* WORK ORDER: Every line of the entries below that mentions "margin" is to be copied out.

* RECORDS FOR THE TASK:
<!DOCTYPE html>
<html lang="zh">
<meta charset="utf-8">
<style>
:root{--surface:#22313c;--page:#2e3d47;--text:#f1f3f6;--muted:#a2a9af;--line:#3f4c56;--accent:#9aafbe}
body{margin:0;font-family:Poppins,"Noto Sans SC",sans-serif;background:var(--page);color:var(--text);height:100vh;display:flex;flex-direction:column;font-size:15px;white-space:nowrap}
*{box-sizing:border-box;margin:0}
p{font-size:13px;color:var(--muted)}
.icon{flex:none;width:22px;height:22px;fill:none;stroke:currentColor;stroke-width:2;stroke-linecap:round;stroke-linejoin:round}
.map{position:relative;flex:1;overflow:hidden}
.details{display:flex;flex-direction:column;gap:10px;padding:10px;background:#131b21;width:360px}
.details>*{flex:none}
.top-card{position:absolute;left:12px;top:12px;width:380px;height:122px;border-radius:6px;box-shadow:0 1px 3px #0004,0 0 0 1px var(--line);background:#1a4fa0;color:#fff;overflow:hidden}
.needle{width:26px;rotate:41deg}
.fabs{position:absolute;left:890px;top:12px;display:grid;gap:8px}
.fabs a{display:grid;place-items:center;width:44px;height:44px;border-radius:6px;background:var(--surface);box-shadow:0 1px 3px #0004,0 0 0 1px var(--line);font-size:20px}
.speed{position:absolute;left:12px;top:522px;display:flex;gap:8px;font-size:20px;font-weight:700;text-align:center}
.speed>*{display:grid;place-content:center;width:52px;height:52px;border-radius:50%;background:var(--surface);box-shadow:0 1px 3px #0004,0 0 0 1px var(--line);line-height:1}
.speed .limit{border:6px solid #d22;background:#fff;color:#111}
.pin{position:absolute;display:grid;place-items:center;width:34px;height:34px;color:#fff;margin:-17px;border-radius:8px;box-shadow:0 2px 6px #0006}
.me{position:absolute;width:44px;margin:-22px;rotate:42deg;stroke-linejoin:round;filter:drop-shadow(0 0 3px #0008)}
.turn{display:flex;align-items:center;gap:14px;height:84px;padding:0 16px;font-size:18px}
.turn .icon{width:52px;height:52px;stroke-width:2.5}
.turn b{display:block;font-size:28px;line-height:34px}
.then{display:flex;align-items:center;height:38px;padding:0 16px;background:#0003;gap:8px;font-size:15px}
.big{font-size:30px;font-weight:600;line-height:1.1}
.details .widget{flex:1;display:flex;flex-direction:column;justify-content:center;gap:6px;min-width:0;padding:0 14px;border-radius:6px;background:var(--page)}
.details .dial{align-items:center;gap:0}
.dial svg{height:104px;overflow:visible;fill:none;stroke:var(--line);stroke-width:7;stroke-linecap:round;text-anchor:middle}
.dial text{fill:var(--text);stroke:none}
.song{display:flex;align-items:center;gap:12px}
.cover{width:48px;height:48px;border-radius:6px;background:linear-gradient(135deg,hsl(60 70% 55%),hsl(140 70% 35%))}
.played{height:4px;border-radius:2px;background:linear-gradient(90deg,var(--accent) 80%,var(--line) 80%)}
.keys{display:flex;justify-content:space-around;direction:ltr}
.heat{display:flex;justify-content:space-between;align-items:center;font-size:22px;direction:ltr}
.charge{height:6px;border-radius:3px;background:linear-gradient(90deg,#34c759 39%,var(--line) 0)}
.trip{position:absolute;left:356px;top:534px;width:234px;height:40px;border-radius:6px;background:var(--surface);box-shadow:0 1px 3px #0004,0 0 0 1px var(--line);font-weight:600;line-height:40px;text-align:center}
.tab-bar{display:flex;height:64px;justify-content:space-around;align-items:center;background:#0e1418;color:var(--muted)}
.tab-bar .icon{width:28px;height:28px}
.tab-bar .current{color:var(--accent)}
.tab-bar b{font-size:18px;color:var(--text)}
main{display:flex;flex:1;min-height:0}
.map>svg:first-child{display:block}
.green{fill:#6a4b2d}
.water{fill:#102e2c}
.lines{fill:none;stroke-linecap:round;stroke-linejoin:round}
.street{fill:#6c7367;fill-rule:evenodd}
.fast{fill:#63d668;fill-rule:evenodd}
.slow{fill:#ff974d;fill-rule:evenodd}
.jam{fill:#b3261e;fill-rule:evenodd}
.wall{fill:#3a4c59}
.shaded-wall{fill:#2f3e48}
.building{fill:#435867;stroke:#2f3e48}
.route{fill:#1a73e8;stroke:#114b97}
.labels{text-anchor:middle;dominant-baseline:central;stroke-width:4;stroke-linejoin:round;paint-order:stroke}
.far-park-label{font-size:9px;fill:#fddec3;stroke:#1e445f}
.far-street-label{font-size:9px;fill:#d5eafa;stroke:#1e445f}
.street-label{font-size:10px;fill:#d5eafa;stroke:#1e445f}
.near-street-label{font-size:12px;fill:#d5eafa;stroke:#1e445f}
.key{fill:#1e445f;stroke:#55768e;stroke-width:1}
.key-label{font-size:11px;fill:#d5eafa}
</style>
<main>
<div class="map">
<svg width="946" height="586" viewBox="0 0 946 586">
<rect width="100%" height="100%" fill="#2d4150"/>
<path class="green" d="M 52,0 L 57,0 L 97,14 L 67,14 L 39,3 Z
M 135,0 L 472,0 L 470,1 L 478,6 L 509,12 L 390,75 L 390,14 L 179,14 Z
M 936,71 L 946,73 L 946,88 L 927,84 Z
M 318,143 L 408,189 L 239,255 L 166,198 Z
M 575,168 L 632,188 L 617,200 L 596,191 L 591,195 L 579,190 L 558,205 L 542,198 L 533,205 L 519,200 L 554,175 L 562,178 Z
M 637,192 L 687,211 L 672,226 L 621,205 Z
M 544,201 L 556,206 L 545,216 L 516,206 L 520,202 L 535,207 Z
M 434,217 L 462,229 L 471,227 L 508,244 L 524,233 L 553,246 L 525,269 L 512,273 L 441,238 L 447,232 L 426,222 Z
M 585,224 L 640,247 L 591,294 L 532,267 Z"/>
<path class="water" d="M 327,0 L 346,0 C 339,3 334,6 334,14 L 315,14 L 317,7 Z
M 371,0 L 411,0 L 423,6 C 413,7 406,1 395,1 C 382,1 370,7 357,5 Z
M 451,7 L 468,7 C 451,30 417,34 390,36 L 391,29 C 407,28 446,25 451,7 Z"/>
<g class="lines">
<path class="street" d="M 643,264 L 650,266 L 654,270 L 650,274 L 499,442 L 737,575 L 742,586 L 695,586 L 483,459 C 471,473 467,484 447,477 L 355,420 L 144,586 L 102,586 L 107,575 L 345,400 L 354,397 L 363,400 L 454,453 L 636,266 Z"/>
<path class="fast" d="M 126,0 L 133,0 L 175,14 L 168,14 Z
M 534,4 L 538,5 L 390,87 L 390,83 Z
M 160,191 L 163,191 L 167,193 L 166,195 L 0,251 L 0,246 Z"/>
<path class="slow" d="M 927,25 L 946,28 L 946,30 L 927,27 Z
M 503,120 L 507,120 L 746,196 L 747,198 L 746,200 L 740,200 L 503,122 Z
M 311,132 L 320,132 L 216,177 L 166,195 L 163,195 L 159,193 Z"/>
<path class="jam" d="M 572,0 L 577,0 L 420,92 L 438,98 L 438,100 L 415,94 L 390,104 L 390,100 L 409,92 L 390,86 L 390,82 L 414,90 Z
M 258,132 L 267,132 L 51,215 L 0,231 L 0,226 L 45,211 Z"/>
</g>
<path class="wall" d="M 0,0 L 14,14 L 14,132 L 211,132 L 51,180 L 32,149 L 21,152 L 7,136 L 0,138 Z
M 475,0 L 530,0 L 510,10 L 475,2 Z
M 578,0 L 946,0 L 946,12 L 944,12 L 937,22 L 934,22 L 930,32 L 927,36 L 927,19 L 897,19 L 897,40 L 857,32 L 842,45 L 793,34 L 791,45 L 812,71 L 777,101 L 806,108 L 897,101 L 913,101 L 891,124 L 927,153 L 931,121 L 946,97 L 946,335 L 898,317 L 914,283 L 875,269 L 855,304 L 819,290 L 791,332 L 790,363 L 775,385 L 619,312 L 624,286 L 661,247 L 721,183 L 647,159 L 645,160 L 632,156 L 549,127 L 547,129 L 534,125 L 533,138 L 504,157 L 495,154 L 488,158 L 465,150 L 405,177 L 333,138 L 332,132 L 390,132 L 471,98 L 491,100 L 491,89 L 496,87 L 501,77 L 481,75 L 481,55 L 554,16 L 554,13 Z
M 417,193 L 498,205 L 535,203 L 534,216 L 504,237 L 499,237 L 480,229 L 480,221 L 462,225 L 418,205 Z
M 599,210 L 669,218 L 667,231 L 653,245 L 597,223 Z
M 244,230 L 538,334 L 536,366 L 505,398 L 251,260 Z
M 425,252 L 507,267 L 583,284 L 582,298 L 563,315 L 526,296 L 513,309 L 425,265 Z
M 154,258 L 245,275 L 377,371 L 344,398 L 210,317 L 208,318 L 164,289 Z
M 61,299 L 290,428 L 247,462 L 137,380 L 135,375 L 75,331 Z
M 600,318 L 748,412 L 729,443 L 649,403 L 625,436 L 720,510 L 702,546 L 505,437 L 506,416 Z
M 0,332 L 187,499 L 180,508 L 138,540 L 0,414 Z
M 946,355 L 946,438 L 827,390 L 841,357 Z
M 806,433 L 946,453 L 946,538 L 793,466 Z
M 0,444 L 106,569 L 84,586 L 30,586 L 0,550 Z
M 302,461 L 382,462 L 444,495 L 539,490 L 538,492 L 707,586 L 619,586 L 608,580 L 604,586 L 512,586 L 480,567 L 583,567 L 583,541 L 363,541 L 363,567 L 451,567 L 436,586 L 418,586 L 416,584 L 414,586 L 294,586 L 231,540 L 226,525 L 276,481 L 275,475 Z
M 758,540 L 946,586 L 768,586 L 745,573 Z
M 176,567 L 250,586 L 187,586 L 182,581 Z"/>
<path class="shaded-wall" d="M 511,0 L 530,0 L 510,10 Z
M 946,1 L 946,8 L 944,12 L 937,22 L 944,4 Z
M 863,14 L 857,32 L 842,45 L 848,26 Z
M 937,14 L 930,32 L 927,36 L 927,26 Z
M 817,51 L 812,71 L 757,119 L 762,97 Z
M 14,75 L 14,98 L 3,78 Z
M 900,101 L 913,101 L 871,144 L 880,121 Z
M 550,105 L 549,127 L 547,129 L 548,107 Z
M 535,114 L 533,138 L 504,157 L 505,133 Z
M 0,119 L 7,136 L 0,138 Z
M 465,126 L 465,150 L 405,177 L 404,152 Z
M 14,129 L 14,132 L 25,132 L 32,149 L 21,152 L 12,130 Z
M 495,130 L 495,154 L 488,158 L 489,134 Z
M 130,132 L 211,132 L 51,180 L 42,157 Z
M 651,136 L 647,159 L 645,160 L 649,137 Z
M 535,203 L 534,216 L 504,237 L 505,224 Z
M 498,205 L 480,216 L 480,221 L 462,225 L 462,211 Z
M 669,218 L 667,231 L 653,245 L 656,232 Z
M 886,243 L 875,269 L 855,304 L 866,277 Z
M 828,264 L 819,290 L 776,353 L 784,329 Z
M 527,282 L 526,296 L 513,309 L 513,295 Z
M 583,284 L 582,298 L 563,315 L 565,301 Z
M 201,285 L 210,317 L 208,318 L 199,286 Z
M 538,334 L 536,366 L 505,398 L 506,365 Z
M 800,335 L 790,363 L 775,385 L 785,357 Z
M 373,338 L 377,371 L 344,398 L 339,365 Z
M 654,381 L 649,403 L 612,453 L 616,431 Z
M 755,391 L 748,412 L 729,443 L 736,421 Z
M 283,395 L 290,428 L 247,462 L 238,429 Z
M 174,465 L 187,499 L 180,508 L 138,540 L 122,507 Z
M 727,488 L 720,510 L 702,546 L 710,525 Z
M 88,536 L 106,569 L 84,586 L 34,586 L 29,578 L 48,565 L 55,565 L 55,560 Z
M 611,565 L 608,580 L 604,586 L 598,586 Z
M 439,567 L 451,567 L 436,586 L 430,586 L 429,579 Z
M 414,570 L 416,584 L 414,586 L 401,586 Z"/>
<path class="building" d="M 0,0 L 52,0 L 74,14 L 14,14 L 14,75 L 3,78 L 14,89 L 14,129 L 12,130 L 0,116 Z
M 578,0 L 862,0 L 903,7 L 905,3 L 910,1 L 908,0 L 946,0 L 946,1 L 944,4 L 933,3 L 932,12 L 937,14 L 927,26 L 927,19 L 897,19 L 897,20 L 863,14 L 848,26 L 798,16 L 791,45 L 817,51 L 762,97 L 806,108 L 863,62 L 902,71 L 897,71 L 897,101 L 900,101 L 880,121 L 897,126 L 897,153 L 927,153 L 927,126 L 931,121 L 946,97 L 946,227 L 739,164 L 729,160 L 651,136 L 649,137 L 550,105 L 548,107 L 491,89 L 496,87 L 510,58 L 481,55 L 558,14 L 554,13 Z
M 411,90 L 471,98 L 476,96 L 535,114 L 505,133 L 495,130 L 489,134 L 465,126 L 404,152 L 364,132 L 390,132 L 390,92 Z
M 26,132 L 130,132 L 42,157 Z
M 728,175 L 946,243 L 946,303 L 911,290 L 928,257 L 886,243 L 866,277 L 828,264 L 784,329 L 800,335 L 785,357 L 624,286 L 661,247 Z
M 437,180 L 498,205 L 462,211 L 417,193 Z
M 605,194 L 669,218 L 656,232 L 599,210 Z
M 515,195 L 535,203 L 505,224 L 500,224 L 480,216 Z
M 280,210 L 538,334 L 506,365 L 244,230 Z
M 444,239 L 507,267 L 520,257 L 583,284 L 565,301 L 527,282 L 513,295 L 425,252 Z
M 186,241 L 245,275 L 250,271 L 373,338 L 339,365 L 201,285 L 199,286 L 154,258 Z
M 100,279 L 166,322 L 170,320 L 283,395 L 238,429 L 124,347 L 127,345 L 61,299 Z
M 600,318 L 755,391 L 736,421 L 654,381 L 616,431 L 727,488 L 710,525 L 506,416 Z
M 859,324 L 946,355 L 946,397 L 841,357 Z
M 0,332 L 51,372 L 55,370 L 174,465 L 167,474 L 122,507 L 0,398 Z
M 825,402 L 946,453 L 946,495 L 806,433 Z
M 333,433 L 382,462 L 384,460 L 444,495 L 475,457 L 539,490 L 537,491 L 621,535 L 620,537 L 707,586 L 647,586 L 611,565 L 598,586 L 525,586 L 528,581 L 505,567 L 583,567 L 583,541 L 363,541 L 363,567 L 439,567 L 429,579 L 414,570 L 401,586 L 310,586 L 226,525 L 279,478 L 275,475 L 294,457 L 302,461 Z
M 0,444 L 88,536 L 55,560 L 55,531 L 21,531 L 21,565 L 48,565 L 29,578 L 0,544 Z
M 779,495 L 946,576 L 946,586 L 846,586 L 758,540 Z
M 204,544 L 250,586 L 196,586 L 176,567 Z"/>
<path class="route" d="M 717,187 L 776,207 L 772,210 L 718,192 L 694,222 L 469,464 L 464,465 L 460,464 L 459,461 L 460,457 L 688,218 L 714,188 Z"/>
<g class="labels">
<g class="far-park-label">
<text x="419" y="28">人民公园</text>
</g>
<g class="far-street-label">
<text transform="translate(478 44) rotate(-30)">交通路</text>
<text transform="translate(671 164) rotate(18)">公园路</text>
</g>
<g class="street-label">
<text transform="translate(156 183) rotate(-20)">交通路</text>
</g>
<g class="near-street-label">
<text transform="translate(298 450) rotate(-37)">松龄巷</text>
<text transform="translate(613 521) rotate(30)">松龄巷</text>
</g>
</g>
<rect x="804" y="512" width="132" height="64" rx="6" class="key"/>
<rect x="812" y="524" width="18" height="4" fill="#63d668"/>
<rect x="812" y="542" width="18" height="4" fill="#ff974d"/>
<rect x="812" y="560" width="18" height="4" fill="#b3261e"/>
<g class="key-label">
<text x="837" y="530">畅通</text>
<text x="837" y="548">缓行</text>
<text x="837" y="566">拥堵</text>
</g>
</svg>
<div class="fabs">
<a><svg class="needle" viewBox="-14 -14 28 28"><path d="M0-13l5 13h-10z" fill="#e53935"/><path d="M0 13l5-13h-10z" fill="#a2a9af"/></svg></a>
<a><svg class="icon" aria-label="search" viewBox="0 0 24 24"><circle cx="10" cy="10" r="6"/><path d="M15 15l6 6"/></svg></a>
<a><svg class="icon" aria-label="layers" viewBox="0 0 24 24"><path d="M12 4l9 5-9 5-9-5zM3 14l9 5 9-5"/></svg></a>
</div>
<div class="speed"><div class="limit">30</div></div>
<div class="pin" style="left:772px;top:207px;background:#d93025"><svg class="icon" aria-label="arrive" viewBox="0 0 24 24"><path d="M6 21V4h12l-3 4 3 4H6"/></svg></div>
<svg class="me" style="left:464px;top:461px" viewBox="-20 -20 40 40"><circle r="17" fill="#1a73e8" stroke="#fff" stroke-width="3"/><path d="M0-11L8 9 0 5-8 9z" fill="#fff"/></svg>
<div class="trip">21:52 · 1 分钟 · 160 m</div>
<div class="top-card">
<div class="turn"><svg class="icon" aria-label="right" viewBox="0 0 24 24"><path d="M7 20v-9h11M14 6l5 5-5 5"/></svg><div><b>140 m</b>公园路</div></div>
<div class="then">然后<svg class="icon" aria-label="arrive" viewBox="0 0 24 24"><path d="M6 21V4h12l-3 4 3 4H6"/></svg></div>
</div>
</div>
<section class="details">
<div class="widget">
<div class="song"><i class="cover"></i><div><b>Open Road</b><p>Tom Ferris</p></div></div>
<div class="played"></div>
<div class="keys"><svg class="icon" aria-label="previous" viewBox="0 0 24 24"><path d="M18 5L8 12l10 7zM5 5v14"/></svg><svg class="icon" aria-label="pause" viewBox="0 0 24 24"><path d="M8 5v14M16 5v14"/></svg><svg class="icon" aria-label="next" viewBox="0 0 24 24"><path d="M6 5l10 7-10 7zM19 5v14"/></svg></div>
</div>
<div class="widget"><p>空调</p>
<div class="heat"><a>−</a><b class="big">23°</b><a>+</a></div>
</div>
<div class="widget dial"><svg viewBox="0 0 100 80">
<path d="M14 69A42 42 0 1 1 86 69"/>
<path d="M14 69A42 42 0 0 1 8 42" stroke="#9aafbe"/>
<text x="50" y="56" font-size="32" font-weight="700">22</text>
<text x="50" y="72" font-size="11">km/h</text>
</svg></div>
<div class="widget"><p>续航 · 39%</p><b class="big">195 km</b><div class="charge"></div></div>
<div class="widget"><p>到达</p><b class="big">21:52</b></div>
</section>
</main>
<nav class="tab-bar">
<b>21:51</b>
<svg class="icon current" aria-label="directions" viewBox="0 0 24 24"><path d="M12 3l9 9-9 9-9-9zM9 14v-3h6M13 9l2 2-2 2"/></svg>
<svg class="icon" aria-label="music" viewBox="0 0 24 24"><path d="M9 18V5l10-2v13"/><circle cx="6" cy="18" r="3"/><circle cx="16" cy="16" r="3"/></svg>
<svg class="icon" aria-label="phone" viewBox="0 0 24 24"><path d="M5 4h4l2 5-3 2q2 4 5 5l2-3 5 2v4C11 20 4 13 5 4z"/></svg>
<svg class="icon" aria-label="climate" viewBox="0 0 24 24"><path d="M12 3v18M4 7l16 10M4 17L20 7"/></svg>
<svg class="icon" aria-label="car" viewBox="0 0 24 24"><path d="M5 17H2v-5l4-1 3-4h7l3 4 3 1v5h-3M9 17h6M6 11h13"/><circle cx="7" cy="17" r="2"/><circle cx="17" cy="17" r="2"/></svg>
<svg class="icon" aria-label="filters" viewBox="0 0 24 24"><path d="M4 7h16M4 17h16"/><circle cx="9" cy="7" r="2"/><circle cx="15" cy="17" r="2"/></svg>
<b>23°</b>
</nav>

* OUTPUT FOR THIS EXERCISE:
body{margin:0;font-family:Poppins,"Noto Sans SC",sans-serif;background:var(--page);color:var(--text);height:100vh;display:flex;flex-direction:column;font-size:15px;white-space:nowrap}
*{box-sizing:border-box;margin:0}
.pin{position:absolute;display:grid;place-items:center;width:34px;height:34px;color:#fff;margin:-17px;border-radius:8px;box-shadow:0 2px 6px #0006}
.me{position:absolute;width:44px;margin:-22px;rotate:42deg;stroke-linejoin:round;filter:drop-shadow(0 0 3px #0008)}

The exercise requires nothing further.